## Task item
Images are to be excluded, and the rest of the data repeated exactly.

┌──

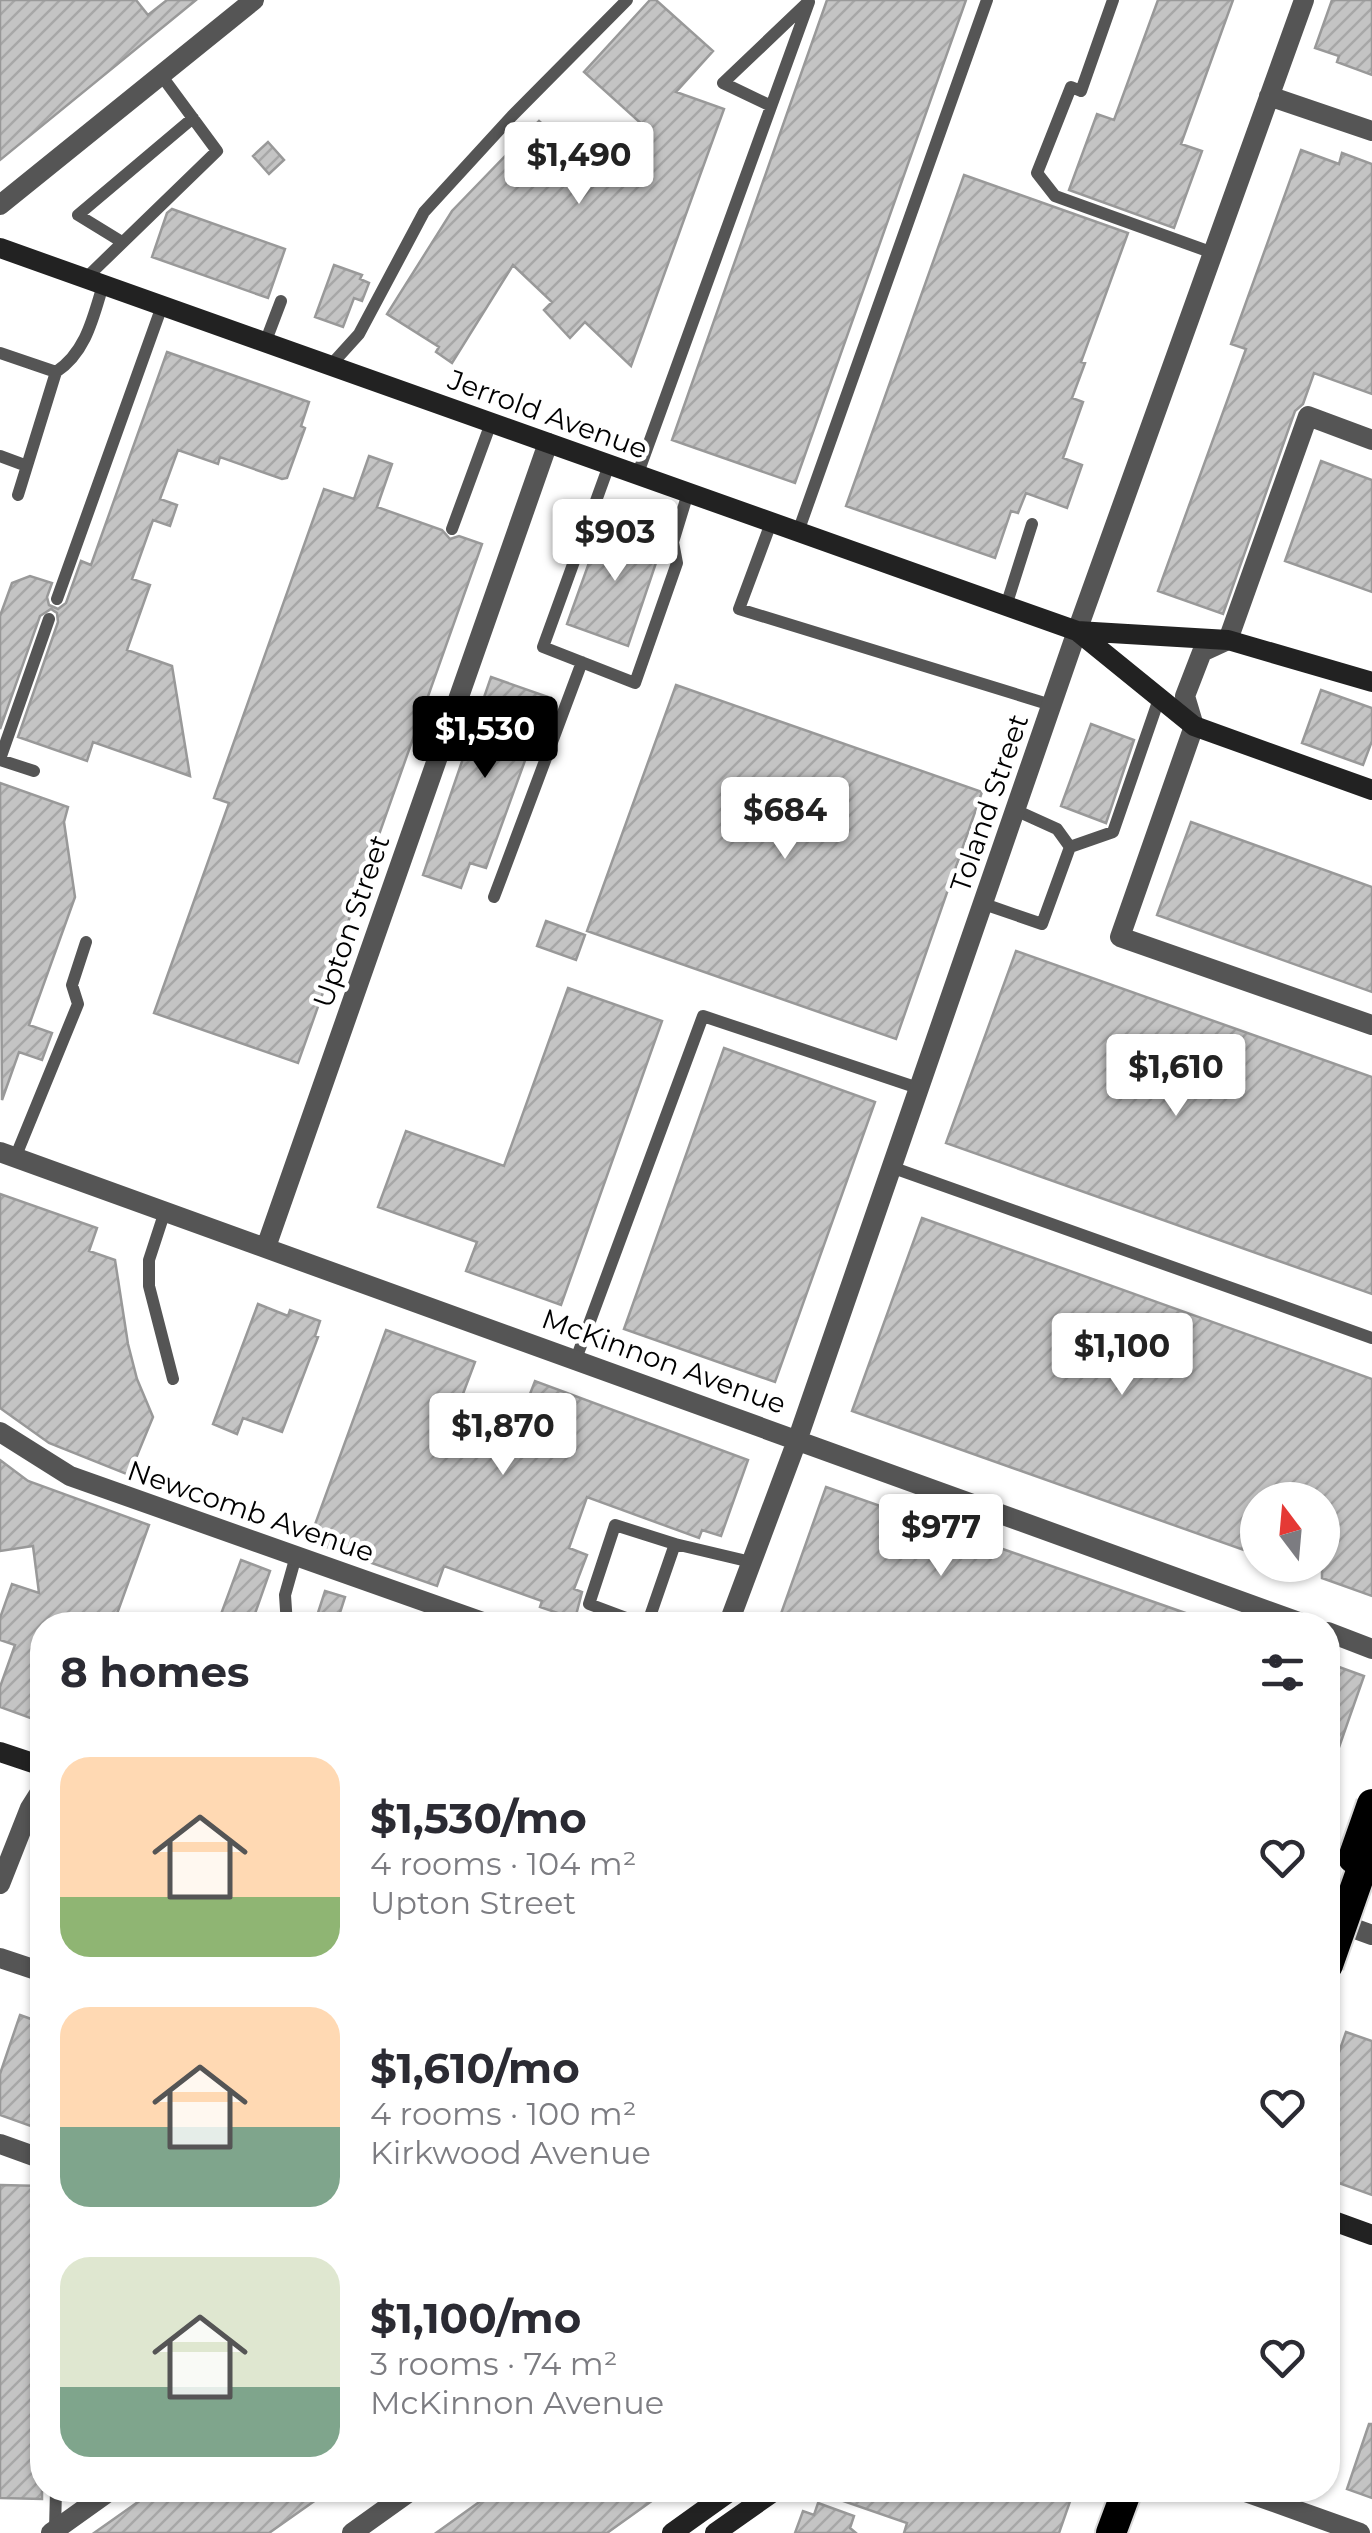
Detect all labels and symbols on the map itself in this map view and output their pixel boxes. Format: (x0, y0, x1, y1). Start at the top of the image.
pin: $1,490 (498, 122, 660, 207)
street label: Jerrold Avenue (443, 362, 652, 466)
pin: $903 (556, 499, 674, 584)
pin: $1,530 (404, 696, 566, 781)
street label: Toland Street (943, 710, 1035, 896)
pin: $684 (726, 777, 844, 862)
street label: Upton Street (306, 830, 396, 1012)
pin: $1,610 (1095, 1034, 1257, 1119)
street label: McKinnon Avenue (537, 1301, 791, 1421)
pin: $1,100 (1041, 1313, 1203, 1398)
pin: $1,870 (422, 1393, 584, 1478)
street label: Newcomb Avenue (123, 1453, 379, 1569)
north arrow (1240, 1482, 1340, 1582)
pin: $977 (882, 1494, 1000, 1579)

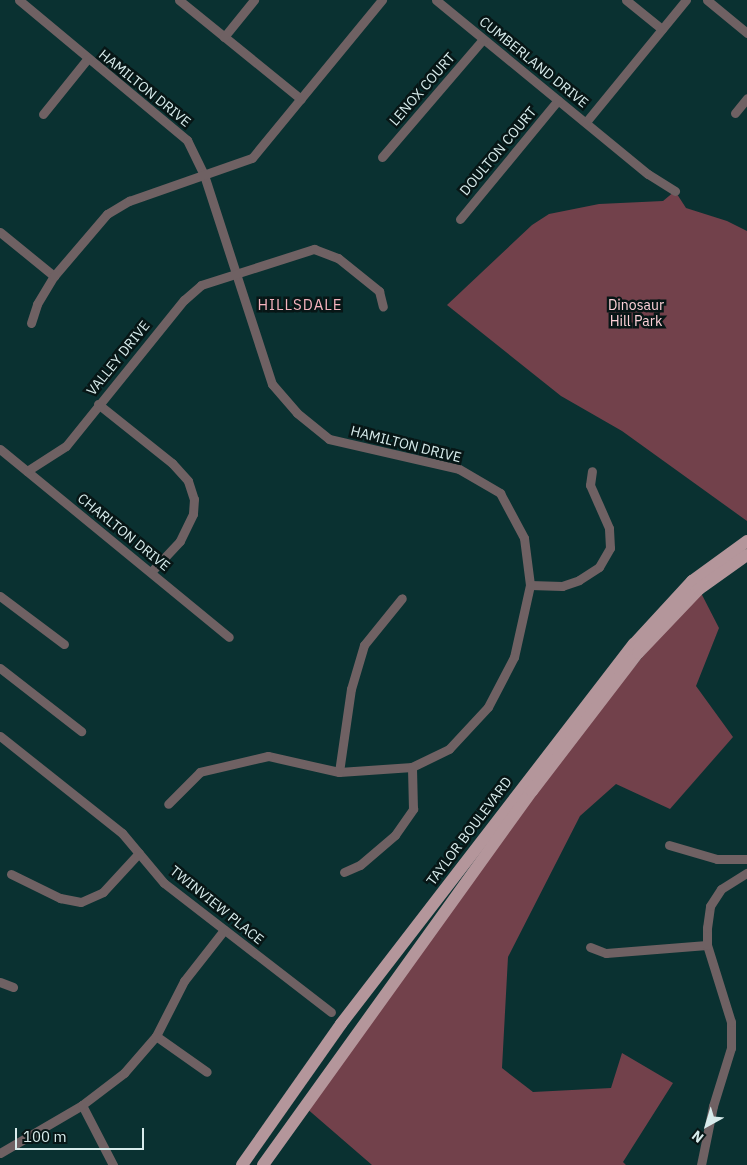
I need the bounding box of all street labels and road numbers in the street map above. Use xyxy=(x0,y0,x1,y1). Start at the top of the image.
street label: CUMBERLAND DRIVE xyxy=(476,13,592,111)
street label: HAMILTON DRIVE xyxy=(96,46,194,130)
street label: LENOX COURT xyxy=(386,49,458,129)
street label: DOULTON COURT xyxy=(456,103,540,199)
street label: VALLEY DRIVE xyxy=(83,317,153,399)
street label: HAMILTON DRIVE xyxy=(349,422,463,466)
street label: CHARLTON DRIVE xyxy=(74,490,174,574)
street label: TAYLOR BOULEVARD xyxy=(423,774,515,888)
street label: TWINVIEW PLACE xyxy=(167,862,267,948)

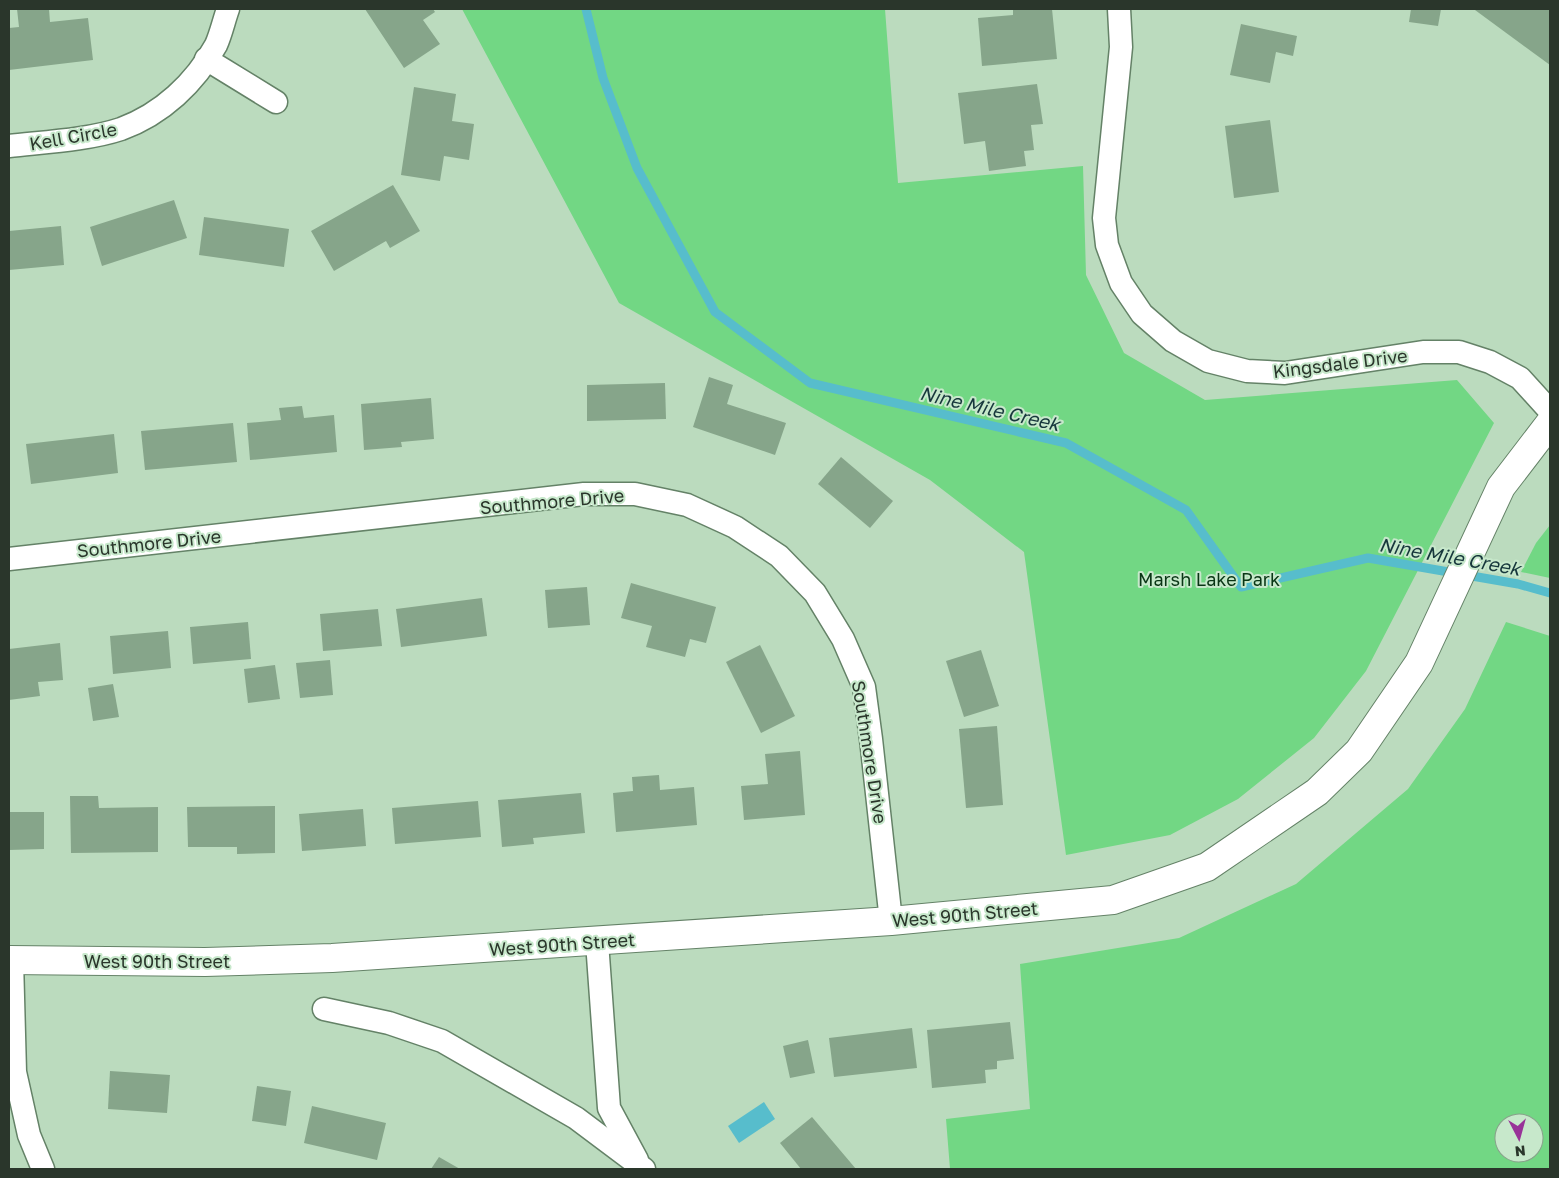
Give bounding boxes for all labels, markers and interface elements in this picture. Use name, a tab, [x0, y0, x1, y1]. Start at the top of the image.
street label: Kell Circle	[28, 118, 118, 154]
street label: Kingsdale Drive	[1272, 344, 1408, 382]
water label: Nine Mile Creek	[918, 381, 1064, 436]
street label: Southmore Drive	[479, 484, 625, 518]
street label: Southmore Drive	[76, 525, 222, 561]
water label: Nine Mile Creek	[1378, 532, 1525, 580]
park label: Marsh Lake Park	[1138, 568, 1280, 590]
street label: Southmore Drive	[848, 679, 892, 825]
street label: West 90th Street	[891, 897, 1039, 931]
street label: West 90th Street	[488, 928, 636, 960]
street label: West 90th Street	[84, 950, 230, 972]
north arrow	[1494, 1113, 1544, 1163]
text: N	[1514, 1142, 1527, 1160]

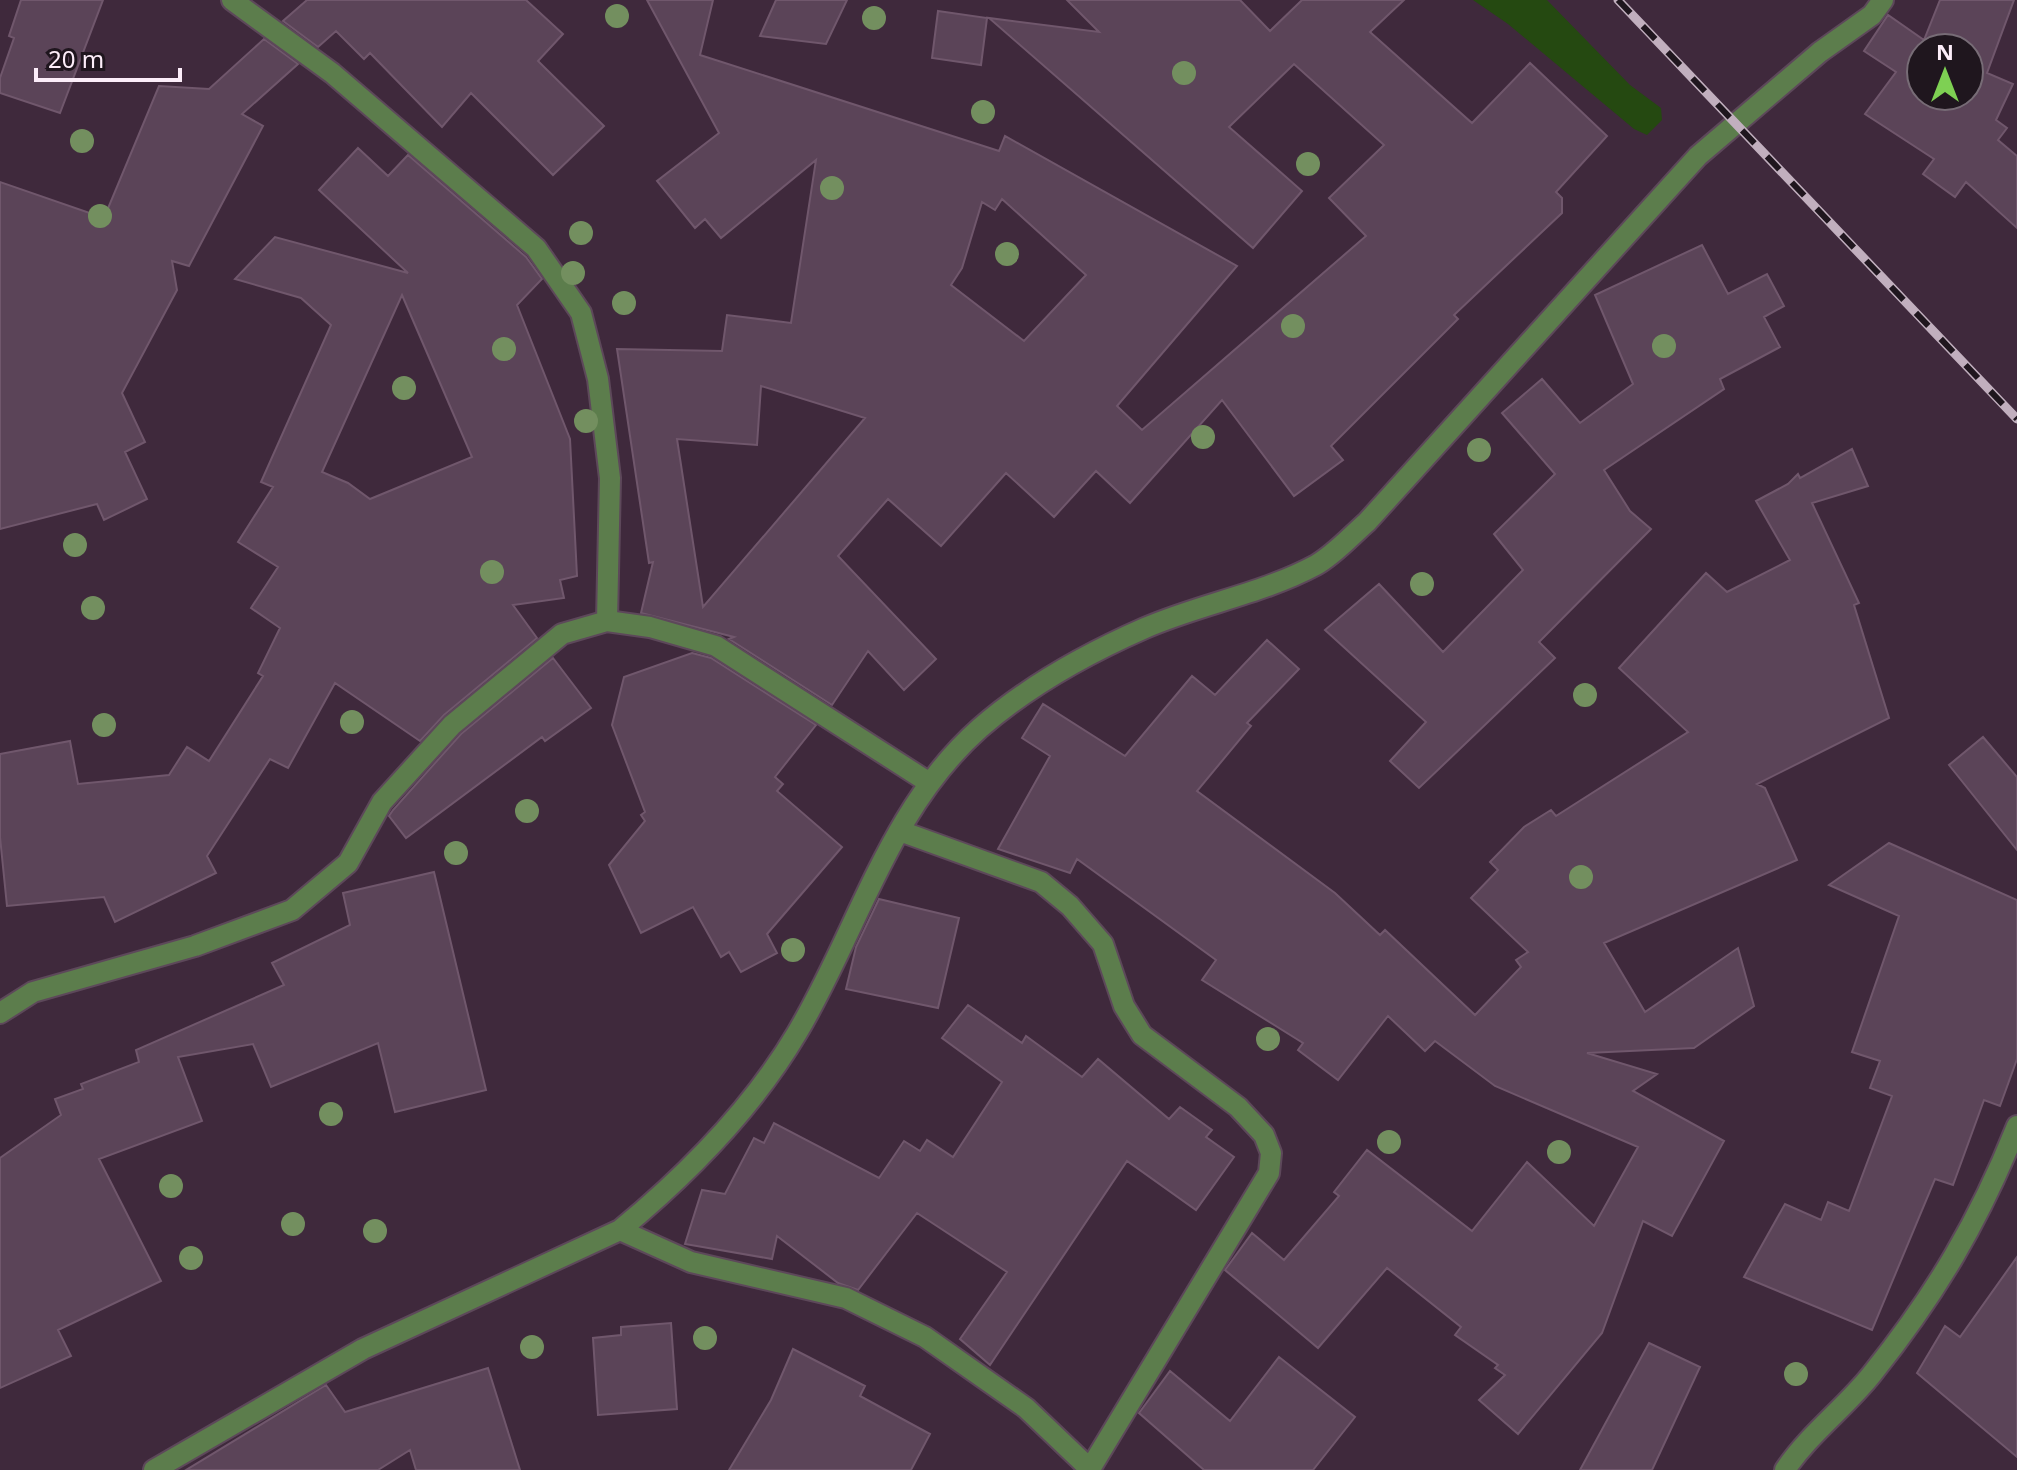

└──

## Task result
Detect all labels and symbols on the map itself in this map view and output their pixel boxes. Format: (x0, y0, x1, y1). Start at the top of the image.
pin: $1,490 (498, 122, 660, 207)
street label: Jerrold Avenue (443, 362, 652, 466)
pin: $903 (556, 499, 674, 584)
pin: $1,530 (404, 696, 566, 781)
street label: Toland Street (943, 710, 1035, 896)
pin: $684 (726, 777, 844, 862)
street label: Upton Street (306, 830, 396, 1012)
pin: $1,610 (1095, 1034, 1257, 1119)
street label: McKinnon Avenue (537, 1301, 791, 1421)
pin: $1,100 (1041, 1313, 1203, 1398)
pin: $1,870 (422, 1393, 584, 1478)
street label: Newcomb Avenue (123, 1453, 379, 1569)
north arrow (1240, 1482, 1340, 1582)
pin: $977 (882, 1494, 1000, 1579)

I need the bounding box of all street labels and road numbers in the street map above. Use xyxy=(x0,y0,x1,y1). Start at the top of the image.
street label: CUMBERLAND DRIVE xyxy=(476,13,592,111)
street label: HAMILTON DRIVE xyxy=(96,46,194,130)
street label: LENOX COURT xyxy=(386,49,458,129)
street label: DOULTON COURT xyxy=(456,103,540,199)
street label: VALLEY DRIVE xyxy=(83,317,153,399)
street label: HAMILTON DRIVE xyxy=(349,422,463,466)
street label: CHARLTON DRIVE xyxy=(74,490,174,574)
street label: TAYLOR BOULEVARD xyxy=(423,774,515,888)
street label: TWINVIEW PLACE xyxy=(167,862,267,948)

Give bounding boxes for all labels, markers and interface elements in this picture. Use name, a tab, [x0, y0, x1, y1]. Start at the top of the image.
street label: Kell Circle	[28, 118, 118, 154]
street label: Kingsdale Drive	[1272, 344, 1408, 382]
water label: Nine Mile Creek	[918, 381, 1064, 436]
street label: Southmore Drive	[479, 484, 625, 518]
street label: Southmore Drive	[76, 525, 222, 561]
water label: Nine Mile Creek	[1378, 532, 1525, 580]
park label: Marsh Lake Park	[1138, 568, 1280, 590]
street label: Southmore Drive	[848, 679, 892, 825]
street label: West 90th Street	[891, 897, 1039, 931]
street label: West 90th Street	[488, 928, 636, 960]
street label: West 90th Street	[84, 950, 230, 972]
north arrow	[1494, 1113, 1544, 1163]
text: N	[1514, 1142, 1527, 1160]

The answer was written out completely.